Exercise requirements ▸ Search the records for lines with the word "service" and copy each match.

Source material ▸
————
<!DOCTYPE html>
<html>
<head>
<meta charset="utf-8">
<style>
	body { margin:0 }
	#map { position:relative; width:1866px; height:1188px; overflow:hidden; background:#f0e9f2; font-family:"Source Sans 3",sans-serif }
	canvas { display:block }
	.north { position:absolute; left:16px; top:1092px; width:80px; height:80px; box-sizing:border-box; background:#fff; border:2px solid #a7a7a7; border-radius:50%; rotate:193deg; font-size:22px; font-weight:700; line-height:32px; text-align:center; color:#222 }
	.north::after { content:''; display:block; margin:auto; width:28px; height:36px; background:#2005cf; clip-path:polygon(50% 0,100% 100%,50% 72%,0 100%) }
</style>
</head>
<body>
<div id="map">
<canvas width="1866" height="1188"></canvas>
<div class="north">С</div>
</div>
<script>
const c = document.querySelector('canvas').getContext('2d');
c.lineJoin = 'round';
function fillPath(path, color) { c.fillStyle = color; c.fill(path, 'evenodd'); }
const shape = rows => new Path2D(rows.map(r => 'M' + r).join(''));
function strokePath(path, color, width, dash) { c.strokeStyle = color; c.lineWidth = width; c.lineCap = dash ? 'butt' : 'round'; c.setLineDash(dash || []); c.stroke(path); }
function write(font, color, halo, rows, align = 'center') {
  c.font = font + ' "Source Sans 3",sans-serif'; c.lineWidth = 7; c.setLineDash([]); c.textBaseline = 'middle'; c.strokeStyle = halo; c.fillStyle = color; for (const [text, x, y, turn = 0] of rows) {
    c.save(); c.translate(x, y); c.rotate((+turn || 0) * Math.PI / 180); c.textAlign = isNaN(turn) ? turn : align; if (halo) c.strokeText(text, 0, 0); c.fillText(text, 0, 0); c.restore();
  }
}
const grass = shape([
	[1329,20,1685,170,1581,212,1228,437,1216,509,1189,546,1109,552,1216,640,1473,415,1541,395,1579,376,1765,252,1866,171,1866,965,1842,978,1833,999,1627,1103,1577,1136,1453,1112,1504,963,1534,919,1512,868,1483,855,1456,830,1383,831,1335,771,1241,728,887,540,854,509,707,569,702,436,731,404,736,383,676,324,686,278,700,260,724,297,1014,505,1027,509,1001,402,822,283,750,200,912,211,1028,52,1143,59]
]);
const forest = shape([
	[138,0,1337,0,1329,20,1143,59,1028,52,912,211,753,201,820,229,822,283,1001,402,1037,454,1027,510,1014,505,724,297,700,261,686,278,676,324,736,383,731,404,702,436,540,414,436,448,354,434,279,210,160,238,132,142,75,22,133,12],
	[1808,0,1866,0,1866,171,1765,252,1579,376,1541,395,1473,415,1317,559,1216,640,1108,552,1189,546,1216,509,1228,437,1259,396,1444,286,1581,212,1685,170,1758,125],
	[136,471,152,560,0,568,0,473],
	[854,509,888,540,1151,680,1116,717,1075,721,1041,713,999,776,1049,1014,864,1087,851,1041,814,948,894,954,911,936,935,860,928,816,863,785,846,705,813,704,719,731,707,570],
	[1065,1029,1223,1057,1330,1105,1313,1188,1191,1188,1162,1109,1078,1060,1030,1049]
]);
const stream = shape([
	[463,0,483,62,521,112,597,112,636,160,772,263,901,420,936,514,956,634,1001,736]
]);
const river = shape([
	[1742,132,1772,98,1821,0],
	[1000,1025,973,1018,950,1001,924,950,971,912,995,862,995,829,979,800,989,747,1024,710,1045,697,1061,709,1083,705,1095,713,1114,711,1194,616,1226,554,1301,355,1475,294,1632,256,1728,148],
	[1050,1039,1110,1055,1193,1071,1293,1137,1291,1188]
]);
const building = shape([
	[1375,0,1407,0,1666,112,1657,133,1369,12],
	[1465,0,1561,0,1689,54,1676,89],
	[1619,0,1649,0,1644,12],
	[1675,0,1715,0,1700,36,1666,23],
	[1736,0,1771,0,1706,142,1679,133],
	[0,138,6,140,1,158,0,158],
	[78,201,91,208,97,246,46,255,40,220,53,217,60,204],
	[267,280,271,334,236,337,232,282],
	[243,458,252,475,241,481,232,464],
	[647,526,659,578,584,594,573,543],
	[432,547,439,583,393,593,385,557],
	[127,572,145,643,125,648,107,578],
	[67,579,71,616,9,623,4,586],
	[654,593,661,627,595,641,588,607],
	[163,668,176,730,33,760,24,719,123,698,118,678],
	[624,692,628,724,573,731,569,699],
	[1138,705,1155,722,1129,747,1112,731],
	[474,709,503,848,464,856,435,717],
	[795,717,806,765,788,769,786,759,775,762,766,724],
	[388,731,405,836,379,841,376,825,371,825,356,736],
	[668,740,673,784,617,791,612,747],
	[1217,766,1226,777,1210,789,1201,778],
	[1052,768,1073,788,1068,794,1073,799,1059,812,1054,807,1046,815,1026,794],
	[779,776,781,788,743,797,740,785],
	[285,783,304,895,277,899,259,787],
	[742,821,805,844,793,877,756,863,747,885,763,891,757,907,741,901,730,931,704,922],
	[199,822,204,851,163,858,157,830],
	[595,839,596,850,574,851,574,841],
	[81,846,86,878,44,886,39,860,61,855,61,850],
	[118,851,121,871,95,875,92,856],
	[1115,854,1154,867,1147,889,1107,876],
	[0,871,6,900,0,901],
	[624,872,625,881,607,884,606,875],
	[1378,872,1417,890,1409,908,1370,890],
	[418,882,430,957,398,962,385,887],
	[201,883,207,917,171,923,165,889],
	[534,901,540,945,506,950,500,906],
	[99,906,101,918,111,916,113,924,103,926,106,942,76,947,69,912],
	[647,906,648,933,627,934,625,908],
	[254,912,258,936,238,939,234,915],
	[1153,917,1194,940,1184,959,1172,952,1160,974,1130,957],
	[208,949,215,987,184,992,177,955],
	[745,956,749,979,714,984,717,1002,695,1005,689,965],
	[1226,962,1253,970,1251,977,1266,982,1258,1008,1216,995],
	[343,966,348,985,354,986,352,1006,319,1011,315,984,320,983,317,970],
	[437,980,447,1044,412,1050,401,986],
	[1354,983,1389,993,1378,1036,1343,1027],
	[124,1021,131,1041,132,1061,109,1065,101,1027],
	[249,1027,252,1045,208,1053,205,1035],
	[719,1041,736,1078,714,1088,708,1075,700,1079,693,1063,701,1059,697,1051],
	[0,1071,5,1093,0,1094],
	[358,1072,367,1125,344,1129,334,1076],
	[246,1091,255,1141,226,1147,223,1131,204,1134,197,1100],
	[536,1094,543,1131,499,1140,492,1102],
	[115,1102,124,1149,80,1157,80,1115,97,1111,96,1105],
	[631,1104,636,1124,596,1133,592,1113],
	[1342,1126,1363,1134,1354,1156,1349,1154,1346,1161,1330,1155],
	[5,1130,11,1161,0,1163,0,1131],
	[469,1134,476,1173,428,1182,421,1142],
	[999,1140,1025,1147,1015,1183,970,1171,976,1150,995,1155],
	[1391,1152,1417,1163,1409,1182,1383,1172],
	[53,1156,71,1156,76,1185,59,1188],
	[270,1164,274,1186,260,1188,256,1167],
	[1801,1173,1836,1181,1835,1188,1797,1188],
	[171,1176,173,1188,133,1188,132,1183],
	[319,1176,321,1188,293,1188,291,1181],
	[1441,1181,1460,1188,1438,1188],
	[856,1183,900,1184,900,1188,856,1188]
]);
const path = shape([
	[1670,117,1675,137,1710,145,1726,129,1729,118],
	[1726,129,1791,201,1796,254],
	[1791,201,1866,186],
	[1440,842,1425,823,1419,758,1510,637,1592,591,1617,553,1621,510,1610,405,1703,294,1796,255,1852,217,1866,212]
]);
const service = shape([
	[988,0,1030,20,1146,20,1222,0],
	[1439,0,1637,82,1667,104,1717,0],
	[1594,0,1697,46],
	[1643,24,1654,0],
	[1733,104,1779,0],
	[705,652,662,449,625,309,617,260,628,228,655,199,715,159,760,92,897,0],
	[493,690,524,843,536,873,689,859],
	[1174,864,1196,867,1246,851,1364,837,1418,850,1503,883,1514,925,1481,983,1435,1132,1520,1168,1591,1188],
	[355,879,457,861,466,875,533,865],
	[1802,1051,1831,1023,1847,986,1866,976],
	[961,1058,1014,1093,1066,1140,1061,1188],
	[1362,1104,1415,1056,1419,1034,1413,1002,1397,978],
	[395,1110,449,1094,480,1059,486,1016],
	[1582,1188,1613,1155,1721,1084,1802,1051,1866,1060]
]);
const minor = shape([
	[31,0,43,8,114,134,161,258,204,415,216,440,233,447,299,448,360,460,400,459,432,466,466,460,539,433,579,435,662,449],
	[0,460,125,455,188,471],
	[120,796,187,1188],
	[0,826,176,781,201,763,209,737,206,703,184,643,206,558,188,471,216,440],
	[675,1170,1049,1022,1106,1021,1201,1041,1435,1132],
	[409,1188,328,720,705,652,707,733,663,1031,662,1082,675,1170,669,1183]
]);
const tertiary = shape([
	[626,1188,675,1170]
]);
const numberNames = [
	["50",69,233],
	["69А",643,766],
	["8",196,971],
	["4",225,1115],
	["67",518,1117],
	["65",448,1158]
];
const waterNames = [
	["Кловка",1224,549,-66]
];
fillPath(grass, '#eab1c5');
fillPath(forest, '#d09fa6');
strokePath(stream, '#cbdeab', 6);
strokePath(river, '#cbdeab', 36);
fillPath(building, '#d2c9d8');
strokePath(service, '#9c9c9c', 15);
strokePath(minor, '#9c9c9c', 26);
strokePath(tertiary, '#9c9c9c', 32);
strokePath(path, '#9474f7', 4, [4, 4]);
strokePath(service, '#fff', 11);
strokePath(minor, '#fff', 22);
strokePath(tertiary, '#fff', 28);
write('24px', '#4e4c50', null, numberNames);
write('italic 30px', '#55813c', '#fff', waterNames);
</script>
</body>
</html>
————
Written response ▸
const service = shape([
strokePath(service, '#9c9c9c', 15);
strokePath(service, '#fff', 11);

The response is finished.